* WHAT THE TASK ASKS *
Copy out every record that follows, word for word.

[Collected data]

- - - - - - -

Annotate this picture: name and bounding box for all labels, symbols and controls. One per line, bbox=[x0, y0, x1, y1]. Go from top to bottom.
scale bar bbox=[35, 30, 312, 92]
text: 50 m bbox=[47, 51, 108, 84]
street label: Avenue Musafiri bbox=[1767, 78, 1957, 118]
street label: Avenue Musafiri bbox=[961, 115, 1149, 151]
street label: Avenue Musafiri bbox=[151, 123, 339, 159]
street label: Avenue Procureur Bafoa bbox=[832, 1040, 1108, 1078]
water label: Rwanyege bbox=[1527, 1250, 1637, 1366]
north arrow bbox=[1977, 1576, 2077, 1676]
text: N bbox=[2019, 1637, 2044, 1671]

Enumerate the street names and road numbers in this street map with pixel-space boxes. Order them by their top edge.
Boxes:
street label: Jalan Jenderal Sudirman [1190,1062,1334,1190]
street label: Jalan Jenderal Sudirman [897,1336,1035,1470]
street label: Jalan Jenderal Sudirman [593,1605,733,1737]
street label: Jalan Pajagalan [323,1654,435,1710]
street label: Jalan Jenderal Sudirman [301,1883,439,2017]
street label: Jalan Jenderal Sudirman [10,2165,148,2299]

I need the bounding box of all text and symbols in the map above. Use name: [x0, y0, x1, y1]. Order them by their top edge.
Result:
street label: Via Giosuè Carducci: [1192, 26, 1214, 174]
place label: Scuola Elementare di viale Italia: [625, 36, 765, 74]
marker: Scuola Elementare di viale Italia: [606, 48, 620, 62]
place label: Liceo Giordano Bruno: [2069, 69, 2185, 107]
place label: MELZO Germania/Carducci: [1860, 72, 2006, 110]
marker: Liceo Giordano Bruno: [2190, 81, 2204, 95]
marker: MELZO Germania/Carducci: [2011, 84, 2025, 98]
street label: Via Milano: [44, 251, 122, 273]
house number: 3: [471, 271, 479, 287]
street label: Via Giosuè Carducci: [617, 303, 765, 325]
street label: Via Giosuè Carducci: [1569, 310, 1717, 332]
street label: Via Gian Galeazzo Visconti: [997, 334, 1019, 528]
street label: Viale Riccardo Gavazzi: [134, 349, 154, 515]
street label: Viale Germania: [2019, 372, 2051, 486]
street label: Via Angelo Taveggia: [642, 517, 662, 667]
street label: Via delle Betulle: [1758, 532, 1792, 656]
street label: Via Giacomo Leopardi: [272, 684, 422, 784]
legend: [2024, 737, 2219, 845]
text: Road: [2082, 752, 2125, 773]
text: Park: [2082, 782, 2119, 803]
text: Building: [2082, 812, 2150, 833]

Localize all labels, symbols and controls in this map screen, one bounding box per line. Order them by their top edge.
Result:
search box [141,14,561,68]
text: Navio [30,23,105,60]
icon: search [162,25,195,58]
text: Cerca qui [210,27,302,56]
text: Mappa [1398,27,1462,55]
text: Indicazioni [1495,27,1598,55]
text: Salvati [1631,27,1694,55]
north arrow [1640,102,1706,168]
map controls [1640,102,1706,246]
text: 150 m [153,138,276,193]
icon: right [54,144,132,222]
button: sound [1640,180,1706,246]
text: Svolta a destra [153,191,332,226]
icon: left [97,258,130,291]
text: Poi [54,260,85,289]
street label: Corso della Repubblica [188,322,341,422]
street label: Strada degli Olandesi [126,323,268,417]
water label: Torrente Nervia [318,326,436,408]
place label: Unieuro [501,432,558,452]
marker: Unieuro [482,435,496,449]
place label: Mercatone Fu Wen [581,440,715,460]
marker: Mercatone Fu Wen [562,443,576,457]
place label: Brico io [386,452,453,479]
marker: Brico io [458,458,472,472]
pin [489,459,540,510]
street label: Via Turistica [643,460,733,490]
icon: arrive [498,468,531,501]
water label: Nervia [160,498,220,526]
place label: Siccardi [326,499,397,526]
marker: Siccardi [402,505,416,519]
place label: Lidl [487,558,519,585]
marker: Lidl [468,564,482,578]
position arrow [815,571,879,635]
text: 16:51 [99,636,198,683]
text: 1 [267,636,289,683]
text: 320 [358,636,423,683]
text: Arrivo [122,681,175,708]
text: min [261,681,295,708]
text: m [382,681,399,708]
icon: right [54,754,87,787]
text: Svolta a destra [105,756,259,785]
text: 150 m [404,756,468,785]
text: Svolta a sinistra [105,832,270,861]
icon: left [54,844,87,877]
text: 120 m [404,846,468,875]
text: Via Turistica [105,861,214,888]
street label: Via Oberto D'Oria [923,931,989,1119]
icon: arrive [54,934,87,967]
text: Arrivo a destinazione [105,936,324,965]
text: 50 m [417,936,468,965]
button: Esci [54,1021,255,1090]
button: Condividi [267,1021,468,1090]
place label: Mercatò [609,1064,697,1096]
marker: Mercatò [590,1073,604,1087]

- - - - - - -

* OUTPUT FOR THIS EXERCISE *
Annotate this picture: name and bounding box for all labels, symbols and controls. One per line, bbox=[x0, y0, x1, y1]. Go from top to bottom.
scale bar bbox=[35, 30, 312, 92]
text: 50 m bbox=[47, 51, 108, 84]
street label: Avenue Musafiri bbox=[1767, 78, 1957, 118]
street label: Avenue Musafiri bbox=[961, 115, 1149, 151]
street label: Avenue Musafiri bbox=[151, 123, 339, 159]
street label: Avenue Procureur Bafoa bbox=[832, 1040, 1108, 1078]
water label: Rwanyege bbox=[1527, 1250, 1637, 1366]
north arrow bbox=[1977, 1576, 2077, 1676]
text: N bbox=[2019, 1637, 2044, 1671]

Enumerate the street names and road numbers in this street map with pixel-space boxes. Order them by their top edge.
Boxes:
street label: Jalan Jenderal Sudirman [1190,1062,1334,1190]
street label: Jalan Jenderal Sudirman [897,1336,1035,1470]
street label: Jalan Jenderal Sudirman [593,1605,733,1737]
street label: Jalan Pajagalan [323,1654,435,1710]
street label: Jalan Jenderal Sudirman [301,1883,439,2017]
street label: Jalan Jenderal Sudirman [10,2165,148,2299]

I need the bounding box of all text and symbols in the map above. Use name: [x0, y0, x1, y1]. Order them by their top edge.
Result:
street label: Via Giosuè Carducci: [1192, 26, 1214, 174]
place label: Scuola Elementare di viale Italia: [625, 36, 765, 74]
marker: Scuola Elementare di viale Italia: [606, 48, 620, 62]
place label: Liceo Giordano Bruno: [2069, 69, 2185, 107]
place label: MELZO Germania/Carducci: [1860, 72, 2006, 110]
marker: Liceo Giordano Bruno: [2190, 81, 2204, 95]
marker: MELZO Germania/Carducci: [2011, 84, 2025, 98]
street label: Via Milano: [44, 251, 122, 273]
house number: 3: [471, 271, 479, 287]
street label: Via Giosuè Carducci: [617, 303, 765, 325]
street label: Via Giosuè Carducci: [1569, 310, 1717, 332]
street label: Via Gian Galeazzo Visconti: [997, 334, 1019, 528]
street label: Viale Riccardo Gavazzi: [134, 349, 154, 515]
street label: Viale Germania: [2019, 372, 2051, 486]
street label: Via Angelo Taveggia: [642, 517, 662, 667]
street label: Via delle Betulle: [1758, 532, 1792, 656]
street label: Via Giacomo Leopardi: [272, 684, 422, 784]
legend: [2024, 737, 2219, 845]
text: Road: [2082, 752, 2125, 773]
text: Park: [2082, 782, 2119, 803]
text: Building: [2082, 812, 2150, 833]

Localize all labels, symbols and controls in this map screen, one bounding box per line. Order them by their top edge.
Result:
search box [141,14,561,68]
text: Navio [30,23,105,60]
icon: search [162,25,195,58]
text: Cerca qui [210,27,302,56]
text: Mappa [1398,27,1462,55]
text: Indicazioni [1495,27,1598,55]
text: Salvati [1631,27,1694,55]
north arrow [1640,102,1706,168]
map controls [1640,102,1706,246]
text: 150 m [153,138,276,193]
icon: right [54,144,132,222]
button: sound [1640,180,1706,246]
text: Svolta a destra [153,191,332,226]
icon: left [97,258,130,291]
text: Poi [54,260,85,289]
street label: Corso della Repubblica [188,322,341,422]
street label: Strada degli Olandesi [126,323,268,417]
water label: Torrente Nervia [318,326,436,408]
place label: Unieuro [501,432,558,452]
marker: Unieuro [482,435,496,449]
place label: Mercatone Fu Wen [581,440,715,460]
marker: Mercatone Fu Wen [562,443,576,457]
place label: Brico io [386,452,453,479]
marker: Brico io [458,458,472,472]
pin [489,459,540,510]
street label: Via Turistica [643,460,733,490]
icon: arrive [498,468,531,501]
water label: Nervia [160,498,220,526]
place label: Siccardi [326,499,397,526]
marker: Siccardi [402,505,416,519]
place label: Lidl [487,558,519,585]
marker: Lidl [468,564,482,578]
position arrow [815,571,879,635]
text: 16:51 [99,636,198,683]
text: 1 [267,636,289,683]
text: 320 [358,636,423,683]
text: Arrivo [122,681,175,708]
text: min [261,681,295,708]
text: m [382,681,399,708]
icon: right [54,754,87,787]
text: Svolta a destra [105,756,259,785]
text: 150 m [404,756,468,785]
text: Svolta a sinistra [105,832,270,861]
icon: left [54,844,87,877]
text: 120 m [404,846,468,875]
text: Via Turistica [105,861,214,888]
street label: Via Oberto D'Oria [923,931,989,1119]
icon: arrive [54,934,87,967]
text: Arrivo a destinazione [105,936,324,965]
text: 50 m [417,936,468,965]
button: Esci [54,1021,255,1090]
button: Condividi [267,1021,468,1090]
place label: Mercatò [609,1064,697,1096]
marker: Mercatò [590,1073,604,1087]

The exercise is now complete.